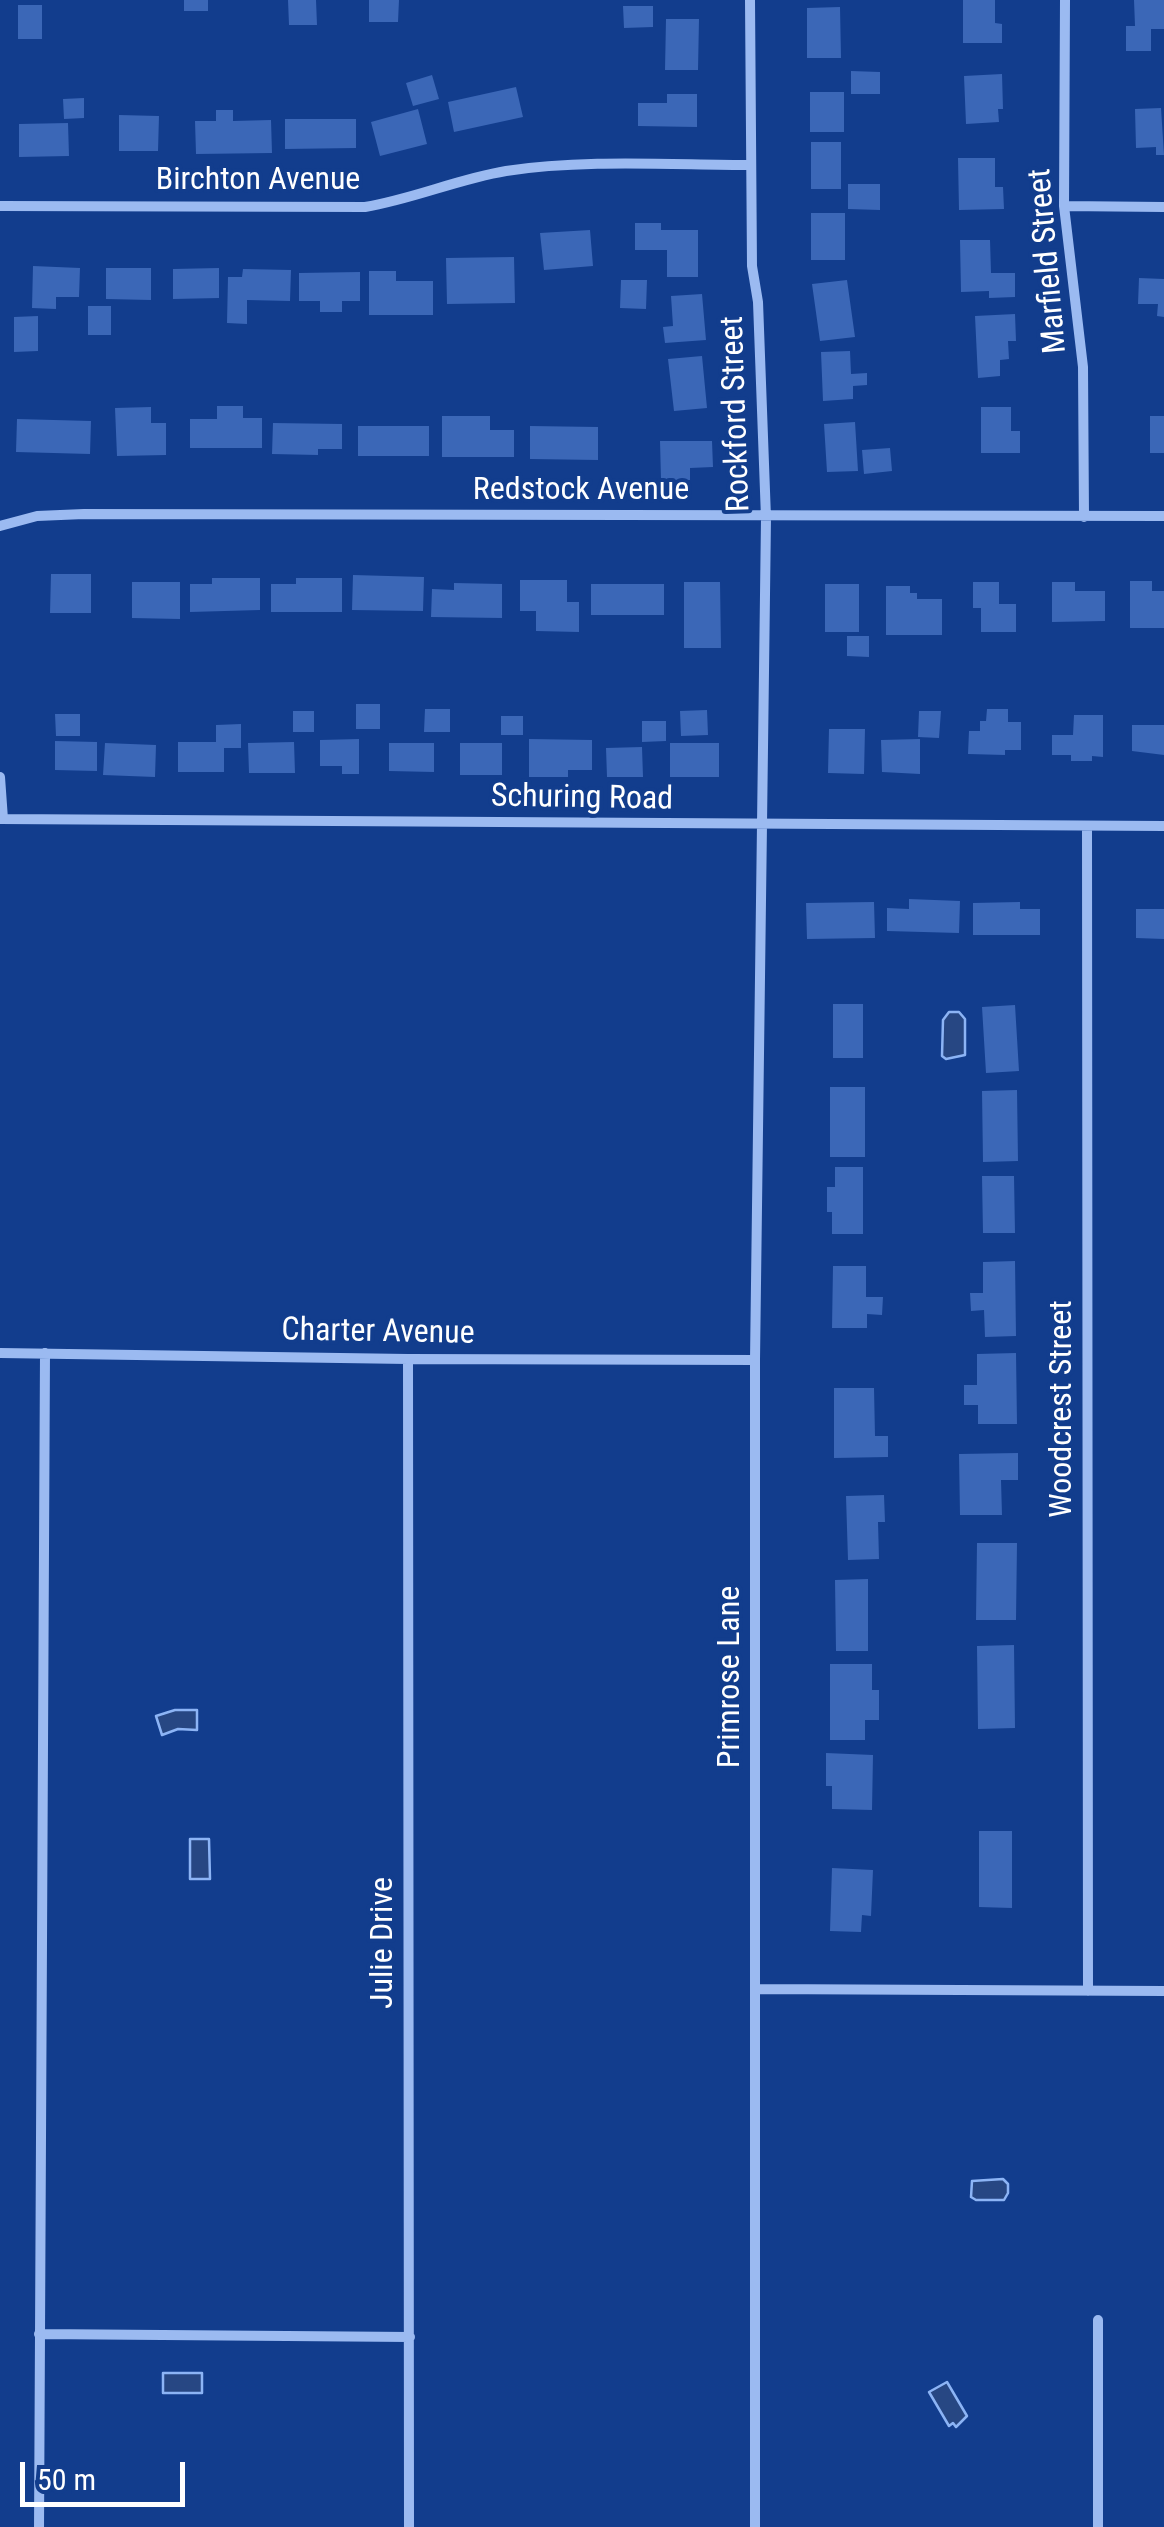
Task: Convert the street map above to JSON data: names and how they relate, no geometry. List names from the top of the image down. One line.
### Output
{"streets":{"street":["Birchton Avenue","Marfield Street","Rockford Street","Redstock Avenue","Schuring Road","Charter Avenue","Woodcrest Street","Primrose Lane","Julie Drive"]},"crossings":[["Birchton Avenue","Rockford Street"],["Marfield Street","Redstock Avenue"],["Rockford Street","Redstock Avenue"],["Rockford Street","Schuring Road"],["Rockford Street","Primrose Lane"],["Schuring Road","Woodcrest Street"],["Schuring Road","Primrose Lane"],["Charter Avenue","Primrose Lane"],["Charter Avenue","Julie Drive"]],"scale_bar":"50 m"}
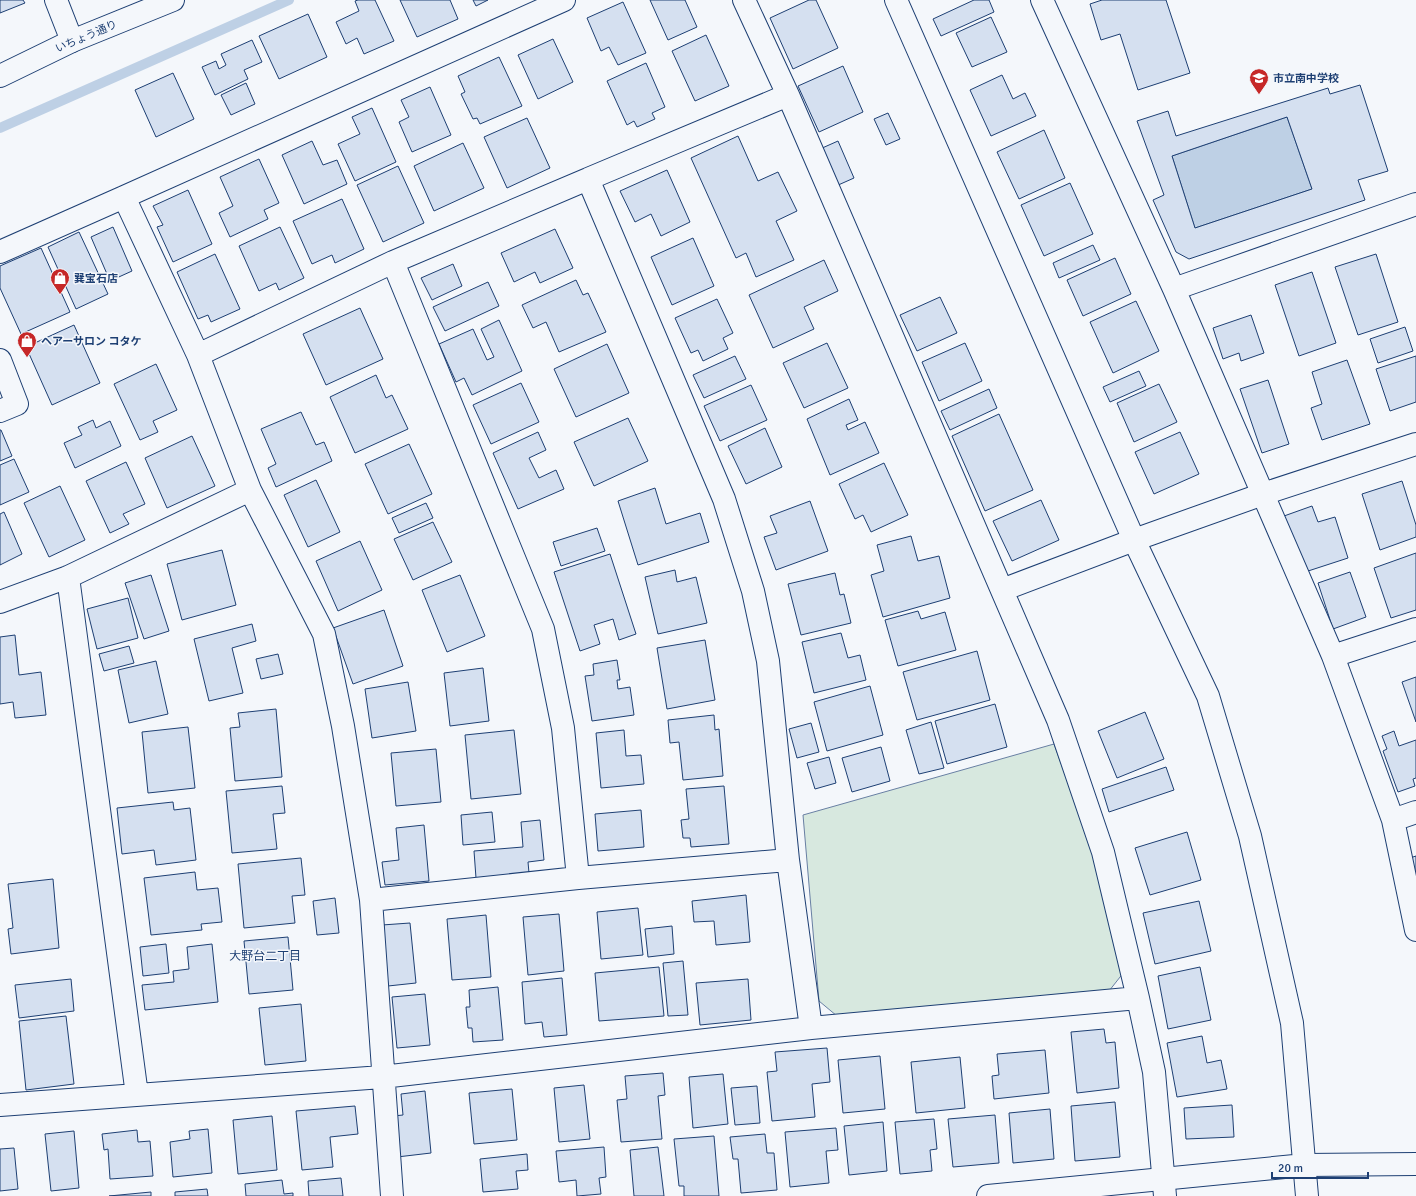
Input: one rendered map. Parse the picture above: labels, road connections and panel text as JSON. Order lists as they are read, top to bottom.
{
  "streets": {
    "street": ["いちょう通り"]
  },
  "districts": ["大野台二丁目"],
  "places": {
    "school or university": ["市立南中学校"],
    "shop": ["巽宝石店", "ヘアーサロン コタケ"]
  },
  "scale_bar": "20 m"
}
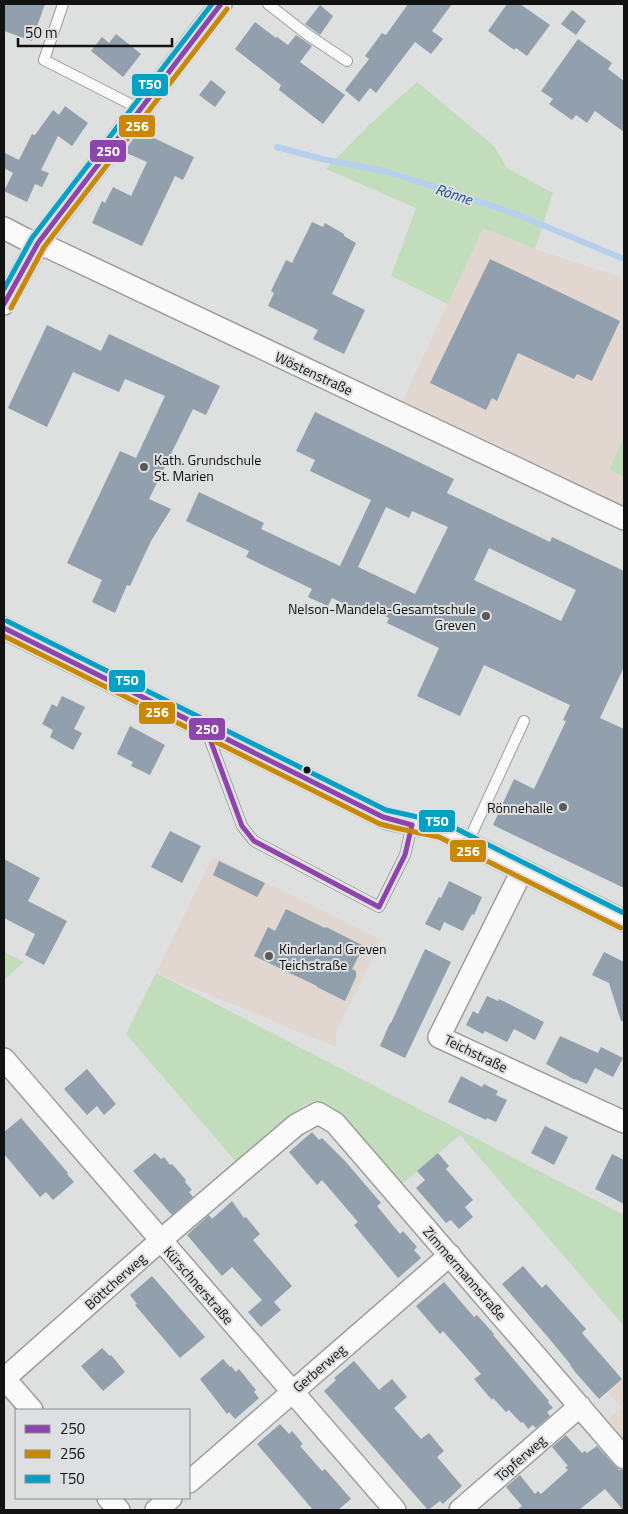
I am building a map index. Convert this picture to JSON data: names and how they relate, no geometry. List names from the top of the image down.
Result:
{
  "streets": {
    "street": [
      "Wöstenstraße",
      "Teichstraße",
      "Zimmermannstraße",
      "Böttcherweg",
      "Kürschnerstraße",
      "Gerberweg",
      "Töpferweg"
    ]
  },
  "crossings": [
    ["Zimmermannstraße", "Böttcherweg"],
    ["Zimmermannstraße", "Gerberweg"],
    ["Zimmermannstraße", "Töpferweg"],
    ["Böttcherweg", "Kürschnerstraße"],
    ["Kürschnerstraße", "Gerberweg"]
  ],
  "water": ["Rönne"],
  "places": [
    "Kath. Grundschule St. Marien",
    "Nelson-Mandela-Gesamtschule Greven",
    "Rönnehalle",
    "Kinderland Greven Teichstraße"
  ],
  "lines": ["transit line 250", "transit line T50", "transit line 256"],
  "legend": ["250", "256", "T50"],
  "scale_bar": "50 m"
}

*WHAT IS NEEDED*.
The listing above is to be written out again exactly, with its pictures omitted.

*RESPONSE TO THE EXERCISE*.
Task: Convert the street map above to JSON data: names and how they relate, no geometry. List names from the top of the image down. One line.
### Output
{"streets":{"street":["Birchton Avenue","Marfield Street","Rockford Street","Redstock Avenue","Schuring Road","Charter Avenue","Woodcrest Street","Primrose Lane","Julie Drive"]},"crossings":[["Birchton Avenue","Rockford Street"],["Marfield Street","Redstock Avenue"],["Rockford Street","Redstock Avenue"],["Rockford Street","Schuring Road"],["Rockford Street","Primrose Lane"],["Schuring Road","Woodcrest Street"],["Schuring Road","Primrose Lane"],["Charter Avenue","Primrose Lane"],["Charter Avenue","Julie Drive"]],"scale_bar":"50 m"}
Input: one rendered map. Parse the picture above: labels, road connections and panel text as JSON. Order lists as they are read, top to bottom.
{
  "streets": {
    "street": ["いちょう通り"]
  },
  "districts": ["大野台二丁目"],
  "places": {
    "school or university": ["市立南中学校"],
    "shop": ["巽宝石店", "ヘアーサロン コタケ"]
  },
  "scale_bar": "20 m"
}
I am building a map index. Convert this picture to JSON data: names and how they relate, no geometry. List names from the top of the image down.
Result:
{
  "streets": {
    "street": [
      "Wöstenstraße",
      "Teichstraße",
      "Zimmermannstraße",
      "Böttcherweg",
      "Kürschnerstraße",
      "Gerberweg",
      "Töpferweg"
    ]
  },
  "crossings": [
    ["Zimmermannstraße", "Böttcherweg"],
    ["Zimmermannstraße", "Gerberweg"],
    ["Zimmermannstraße", "Töpferweg"],
    ["Böttcherweg", "Kürschnerstraße"],
    ["Kürschnerstraße", "Gerberweg"]
  ],
  "water": ["Rönne"],
  "places": [
    "Kath. Grundschule St. Marien",
    "Nelson-Mandela-Gesamtschule Greven",
    "Rönnehalle",
    "Kinderland Greven Teichstraße"
  ],
  "lines": ["transit line 250", "transit line T50", "transit line 256"],
  "legend": ["250", "256", "T50"],
  "scale_bar": "50 m"
}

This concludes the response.